The Framework section contained a number of essays on the film and an extract of the screenplay. What is presented in this volume is the whole text which has been edited to a much more comprehensive level of detail. All three chapters are here complete with extensive annotations, full cast and crew information and two additional documents by Peter Whitehead: ‘Synopsis’ and ‘Dramatis Personae’. Following this, the book presents a dossier of previously unpublished material detailing the gestation and composition of the Terrorism film project. This includes Whitehead’s original outlines for the Nature’s Child film; his correspondence with key participants such as Sophie Strohmeier, Samantha Berger and Manuel Knapp; two texts by Strohmeier detailing (amongst other things) her working partnership with Whitehead and a series of additional Whitehead documents taken from the Nohzone Archive. An extract from the Terrorism novel has also been included in this section and the volume concludes with two specially commissioned essays on the film by leading Whitehead scholars, Stephan Kurz and John Berra. As with the screenplay chapters all the texts have, where relevant, been annotated and introduced. Particular care has been taken to highlight points of overlap between the dossier texts and the screenplay chapters. It is hoped that this cross-referencing will provide some insight into Whitehead’s creative process by alluding to the movement of an idea from a notebook extract or early outline into the completed film.

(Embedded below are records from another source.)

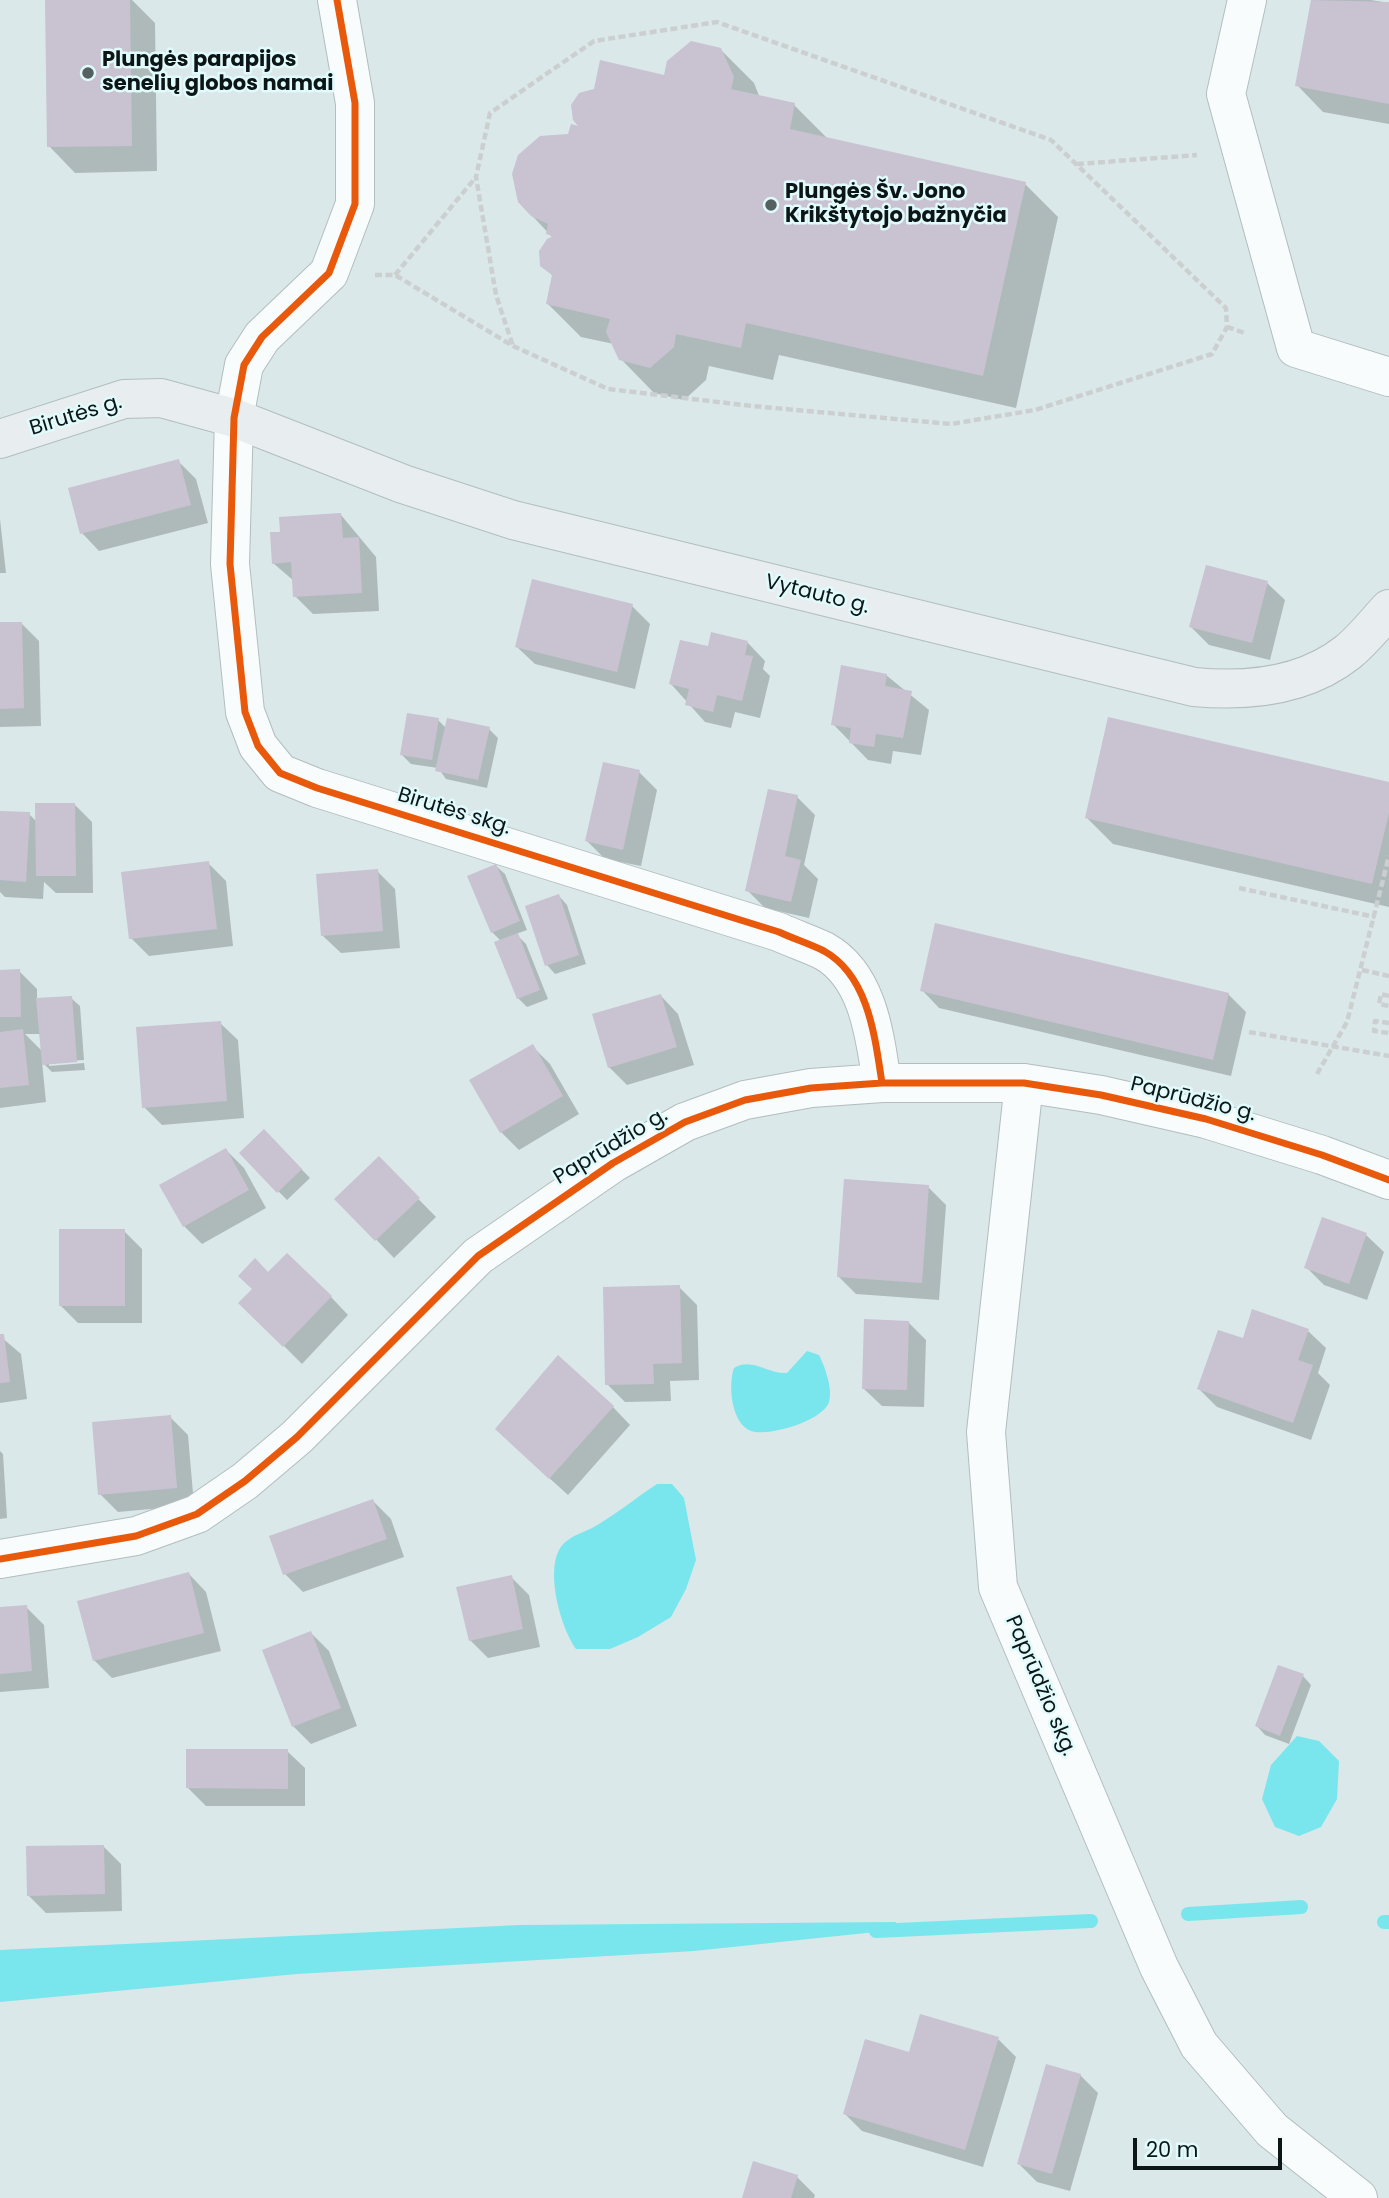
<!DOCTYPE html>
<meta charset="utf-8">
<style>
body{margin:0}
#map{position:relative;width:1389px;height:2198px;overflow:hidden;background:#dae8e9;font-family:Poppins,sans-serif}
canvas{display:block}
.scale{position:absolute;left:1133px;top:2138px;width:149px;height:32px;box-sizing:border-box;border:4px solid #0d1617;border-top:0;padding-left:9px;font-size:21px;line-height:24px;white-space:nowrap;color:#0d1617;-webkit-text-stroke:5px #e1fafc;paint-order:stroke}
</style>
<div id="map">
<canvas width="1389" height="2198"></canvas>
<div class="scale">20 m</div>
</div>
<script>
const g = document.querySelector('canvas').getContext('2d');
g.lineJoin = 'round';
function fill(path, color) {
  g.fillStyle = color;
  g.fill(path, 'evenodd');
}
function strokePath(path, color, width, dash) {
  g.strokeStyle = color;
  g.lineWidth = width;
  g.lineCap = dash ? 'butt' : 'round';
  g.setLineDash(dash || []);
  g.stroke(path);
}
function drawText(font, color, halo, rows, align = 'center') {
  g.font = font + ' Poppins,sans-serif';
  g.lineWidth = 5;
  g.setLineDash([]);
  g.textBaseline = 'middle';
  g.strokeStyle = halo;
  g.fillStyle = color;
  for (const [text, x, y, turn = 0] of rows) {
    g.save();
    g.translate(x, y);
    g.rotate((+turn || 0) * Math.PI / 180);
    g.textAlign = isNaN(turn) ? turn : align;
    if (halo) g.strokeText(text, 0, 0);
    g.fillText(text, 0, 0);
    g.restore();
  }
}
const water = new Path2D(`
 M807 1351 819 1355C825 1367 833 1389 829 1402 823 1421 768 1437 751 1431 731 1423 728 1385 734 1368 752 1357 767 1374 787 1373Z
 M657 1484H672L684 1498 696 1560 686 1589 671 1617 638 1637 610 1649H576C561 1628 546 1575 559 1550 567 1535 586 1533 599 1524 619 1512 637 1497 657 1484Z
 M1297 1736 1319 1741 1339 1761 1337 1799 1321 1827 1299 1836 1275 1827 1262 1799 1271 1765Z
 M896 1922 895 1930 694 1951 297 1974 0 2002V1950L520 1925Z`);
const shadow = new Path2D(`
 M47 0H132L155 23 157 171 75 173 49 146Z
 M1313 0H1371L1389 3V124L1323 112 1297 85Z
 M721 50 754 83 760 98 794 105 827 138 1025 184 1058 217 1016 408 779 355 773 380 709 366 706 380 684 400 654 393 621 359 614 344 581 337 548 304 554 277 542 265 553 238 525 208 516 192 514 174 666 77Z
 M178 461 196 479 208 523 99 551 82 533Z
 M341 515 376 557 379 611 313 614 295 596 294 581 273 563 282 534Z
 M0 519 6 573H0Z
 M1267 583 1285 600 1270 660 1209 645 1191 627Z
 M632 606 650 624 635 689 535 664 517 647Z
 M21 623 39 641 41 726 0 727V624Z
 M748 643 765 661 763 669 770 676 760 718 735 712 731 728 705 722 671 684 709 648Z
 M886 675 929 710 921 755 893 751 891 764 868 760 833 724Z
 M438 720 446 728 489 729 498 738 487 788 446 779 438 768 411 764 402 755Z
 M639 772 657 790 641 866 605 859 587 841Z
 M1389 784V907L1113 844 1087 818Z
 M797 797 815 815 804 865 818 879 809 918 765 908 747 890Z
 M74 804 92 822 93 893H56L44 882 43 899 5 897 0 892V812L29 814 37 822Z
 M208 863 226 881 233 946 149 956 131 938Z
 M496 866 505 874 527 930 516 934 526 944 548 999 527 1007 518 998 501 941 492 932Z
 M377 871 395 889 400 948 341 953 323 936Z
 M559 896 567 905 586 964 555 974 547 965Z
 M19 971 37 989V1000L71 998 80 1006 84 1060 49 1062V1066L84 1063 85 1070 52 1072 42 1062 46 1102 0 1108V972ZM25 1034H41L42 1051Z
 M922 990 1228 994 1246 1012 1231 1076 939 1008Z
 M661 996 678 1014 694 1065 627 1085 609 1067Z
 M220 1023 238 1040 244 1118 162 1125 144 1107Z
 M532 1046 550 1064 579 1114 519 1150 501 1132Z
 M264 1131 310 1178 287 1200 241 1153Z
 M226 1150 244 1168 266 1208 202 1244 184 1226 162 1186Z
 M379 1159 436 1217 394 1258 337 1199Z
 M928 1187 946 1205 939 1300 856 1294 838 1276Z
 M124 1231 142 1249V1323H78L60 1305Z
 M1366 1235 1384 1252 1367 1300 1324 1285 1306 1267Z
 M269 1274 331 1297 348 1315 302 1364 241 1303Z
 M679 1287 697 1305 699 1380 670 1381 671 1401 625 1402 607 1384Z
 M908 1322 926 1340 924 1407 882 1406 864 1389Z
 M1308 1331 1326 1348 1318 1373 1330 1385 1311 1440 1217 1407 1199 1389 1244 1340Z
 M0 1336 21 1354 27 1399 0 1403Z
 M613 1407 630 1425 568 1495 515 1447Z
 M170 1417 188 1435 194 1505 118 1512 100 1494Z
 M0 1451 3 1454 7 1518 0 1519Z
 M373 1501 391 1519 404 1557 303 1592 285 1574Z
 M189 1574 206 1592 221 1651 112 1678 94 1660Z
 M511 1577 529 1595 540 1647 488 1658 470 1640Z
 M26 1607 44 1625 49 1688 0 1692V1609Z
 M311 1633 329 1651 357 1726 311 1744 293 1726Z
 M1303 1676 1311 1685 1289 1744 1265 1735 1257 1726Z
 M287 1751 305 1768V1806H206L188 1788Z
 M103 1846 121 1864 122 1911 46 1913 28 1895Z
 M998 2039 1016 2057 983 2167 862 2131 845 2114Z
 M1080 2075 1098 2093 1070 2191 1037 2182 1019 2164Z
 M797 2177 815 2195 814 2198H744Z`);
const stream = new Path2D(`
 M1188 1914 1301 1907
 M1384 1922H1389
 M876 1931 1091 1921`);
const building = new Path2D(`
 M45 0H130L132 146 47 147Z
 M1311 0 1389 2V104L1295 86Z
 M691 41 721 48 734 77 731 89 795 103 790 129 1026 182 983 376 746 323 741 348 676 334 674 347 650 368 619 360 606 332 610 319 546 304 552 275 540 266 539 251 547 239 553 236 546 234 548 224 531 216 518 202 512 174 518 155 540 136 568 134 571 124 578 126 573 120 571 105 579 93 594 89 600 60 664 75 667 61Z
 M179 459 191 505 80 534 68 488Z
 M341 513 343 538 359 537 362 593 293 597 291 562 272 564 270 532H280L279 517Z
 M1206 565 1268 581 1252 643 1189 627Z
 M532 579 633 604 617 672 515 647Z
 M0 622H22L24 708 0 709Z
 M711 632 748 641 745 655 753 656 742 701 717 695 713 712 685 705 689 689 669 684 680 640 708 646Z
 M841 665 887 674 885 686 912 691 903 738 876 734 874 747 849 743 851 728 831 725Z
 M407 713 439 718 432 760 400 755Z
 M1108 717 1389 782V813L1372 884 1085 818Z
 M447 718 490 727 478 780 435 771Z
 M603 762 640 770 623 850 585 841Z
 M768 789 798 795 785 856 801 860 791 902 745 891Z
 M35 803H75L76 876H36Z
 M0 811 30 812 26 882 0 880Z
 M209 861 217 929 129 939 121 872Z
 M496 864 520 921 491 933 467 876Z
 M378 869 383 931 321 936 316 874Z
 M559 894 579 955 545 966 525 906Z
 M935 923 1229 993 1213 1060 920 991Z
 M518 933 540 990 517 999 494 942Z
 M20 969 21 1017H0V970Z
 M661 994 677 1047 608 1068 592 1014Z
 M72 996 77 1062 42 1065 36 998Z
 M221 1021 227 1101 142 1108 136 1027Z
 M23 1029 29 1085 0 1088V1032Z
 M533 1044 563 1096 500 1133 469 1080Z
 M264 1129 302 1169 277 1193 239 1153Z
 M226 1148 249 1190 183 1227 159 1185Z
 M379 1156 420 1198 375 1241 334 1199Z
 M844 1179 929 1185 922 1283 837 1277Z
 M1322 1217 1367 1233 1349 1284 1304 1268Z
 M59 1229H125V1306H59Z
 M287 1253 332 1296 283 1347 238 1303 252 1289 238 1276 255 1258 268 1272Z
 M680 1285 682 1363 653 1364 654 1384 605 1385 603 1287Z
 M1252 1309 1309 1329 1298 1360 1313 1365 1293 1423 1197 1389 1218 1330 1243 1338Z
 M864 1319 909 1321 907 1390 862 1389Z
 M0 1334H4L10 1382 0 1383Z
 M558 1355 614 1406 549 1479 495 1429Z
 M171 1415 177 1488 98 1495 92 1422Z
 M373 1499 387 1539 283 1575 269 1536Z
 M189 1572 204 1633 93 1661 77 1601Z
 M512 1575 523 1629 469 1641 456 1587Z
 M27 1605 32 1671 0 1674V1607Z
 M311 1631 341 1708 292 1727 262 1650Z
 M1278 1665 1304 1674 1280 1736 1255 1726Z
 M186 1749H288V1789L186 1788Z
 M104 1845 105 1894 27 1896 26 1846Z
 M920 2014 999 2037 965 2150 843 2114 865 2039 909 2052Z
 M1046 2064 1081 2074 1052 2174 1017 2164Z
 M753 2161 798 2175 791 2198H742Z`);
const path = new Path2D(`
 M1077 164 1197 155
 M375 275H395L513 346 608 389 752 406 951 424 1035 410 1212 354 1227 327 1226 308 1051 140 717 22 594 41 490 113 476 177 496 295 513 346
 M395 275 476 177
 M1227 327 1245 333
 M1239 888 1375 917
 M1362 970 1389 976
 M1389 996 1381 994 1379 1004 1389 1006
 M1389 1023 1375 1021 1374 1031 1389 1033
 M1249 1032 1389 1056
 M1317 1074 1347 1022 1389 856`);
const street = new Path2D(`
 M337 0 355 103V204L329 273 262 337 244 365 234 418 230 564 245 712 258 746 280 773 317 788 779 932C794 939 810 944 824 951 869 976 875 1038 882 1083
 M1247 0 1226 94 1296 348 1389 377
 M1024 1083 986 1432 998 1587 1159 1967 1199 2045 1272 2130 1358 2198
 M0 1559 136 1536 197 1514 245 1481 297 1437 478 1256 613 1163 685 1122 745 1100 811 1088 882 1083H1024L1101 1095 1206 1119 1322 1155 1389 1180`);
const secondary = new Path2D(`
 M0 439 124 399 161 398 234 418 403 484 513 520 1194 687C1247 692 1304 687 1348 652 1363 640 1376 623 1389 609`);
const cycleway = new Path2D(`
 M337 0 355 103V204L329 273 262 337 244 365 234 418 230 564 245 712 258 746 280 773 317 788 779 932C794 939 810 944 824 951 869 976 875 1038 882 1083
 M0 1559 136 1536 197 1514 245 1481 297 1437 478 1256 613 1163 685 1122 745 1100 811 1088 882 1083H1024L1101 1095 1206 1119 1322 1155 1389 1180`);
const markers = [
 [88,73,7,"#556060"],
 [771,205,7,"#556060"]
];
const poiNames = [
 ["Plungės parapijos",102,61],
 ["senelių globos namai",102,85],
 ["Plungės Šv. Jono",785,193],
 ["Krikštytojo bažnyčia",785,217]
];
const streetNames = [
 ["Birutės g.",76,416,-17],
 ["Vytauto g.",817,595,14],
 ["Birutės skg.",454,812,17],
 ["Paprūdžio g.",1193,1100,14],
 ["Paprūdžio g.",611,1147,-31],
 ["Paprūdžio skg.",1040,1686,67]
];
fill(water, '#79e5ed');
fill(shadow, '#0003');
strokePath(stream, '#79e5ed', 14);
fill(building, '#c8c2d1');
strokePath(street, '#b2bdbe', 40);
strokePath(secondary, '#b2bdbe', 40);
strokePath(path, '#cccfd0', 4.5, [7, 3.5]);
strokePath(street, '#f9fcfc', 38);
strokePath(secondary, '#e8eeef', 38);
strokePath(cycleway, '#e8590c', 7);
for (const [x, y, r, color] of markers) {
  const dot = new Path2D();
  dot.arc(x, y, r, 0, 2 * Math.PI);
  g.fillStyle = color;
  g.fill(dot);
  strokePath(dot, '#e1fafc', 2.5);
}
drawText('bold 21px', '#0d1617', '#e1fafc', poiNames, 'left');
drawText('21px', '#0d1617', '#e1fafc', streetNames);
</script>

As the content of the screenplay chapters evidence (and the notion of a film having a ‘chapter’ implies) Terrorism is a multi-layered, self-consciously ‘literary’ film. In fact ‘film’ is probably the wrong term to use. Whitehead shot Terrorism on digital video and this medium has informed its style, ambience and aesthetic. Certainly the numerous ‘holographic’ scenes of Schlieman on the Vienna tram, his face reflected in the window like a ghost, would appear significantly less ethereal if Whitehead had used film-stock. The obvious portability of video also allowed Whitehead to shoot on the move and experiment with improvisation. Beyond this formal specificity, Whitehead has also referred to Terrorism as a graphic novel rather than a ‘film’, precisely because he intends it to be an artwork that one ‘reads’ rather than ‘watches’. See for yourself: the full film can be viewed on the You Tube channel Plagiarisme.Inc. The three chapters are text heavy and much of the significance generated on-screen comes from the interplay between the word and the image. As such, watching Terrorism in three parts online is preferable to seeing it in a single festival screening. One can move chronologically through chapters 1 to 3 but there’s also the possibility of a more associative movement across the film by viewing, pausing, revisiting and moving between each of the posted videos.

This is the type of rhizomic navigation Whitehead intended to encourage when he posted his novels online within a dense network of hyperlinks. It’s also the movement that his protagonists embark upon when attempting to retrieve, explore and reconstruct the texts at the heart of each novel. Schlieman is engaged in a similar pursuit through the streets and scenes of Vienna in Terrorism, and the Screenplay has been designed to help the reader/viewer of the ‘film’ participate in a similar sense of speculation. Read this book in conjunction with the film. Read this book in dissonance with the film. It provides the most detailed and comprehensive account of the film’s gestation and includes supplementary material available nowhere else. There is no better map of the various pathways and dead-ends that populate the Terrorism film. Conversely, there is enough material in this book to allude to other possible versions of the completed film. Keep in mind that reading is an act of interpretation and interpretation invariably involves the creation of new narratives. This book will help you understand Terrorism and it will also help you to create your own speculative version. There is no completion. It never ends.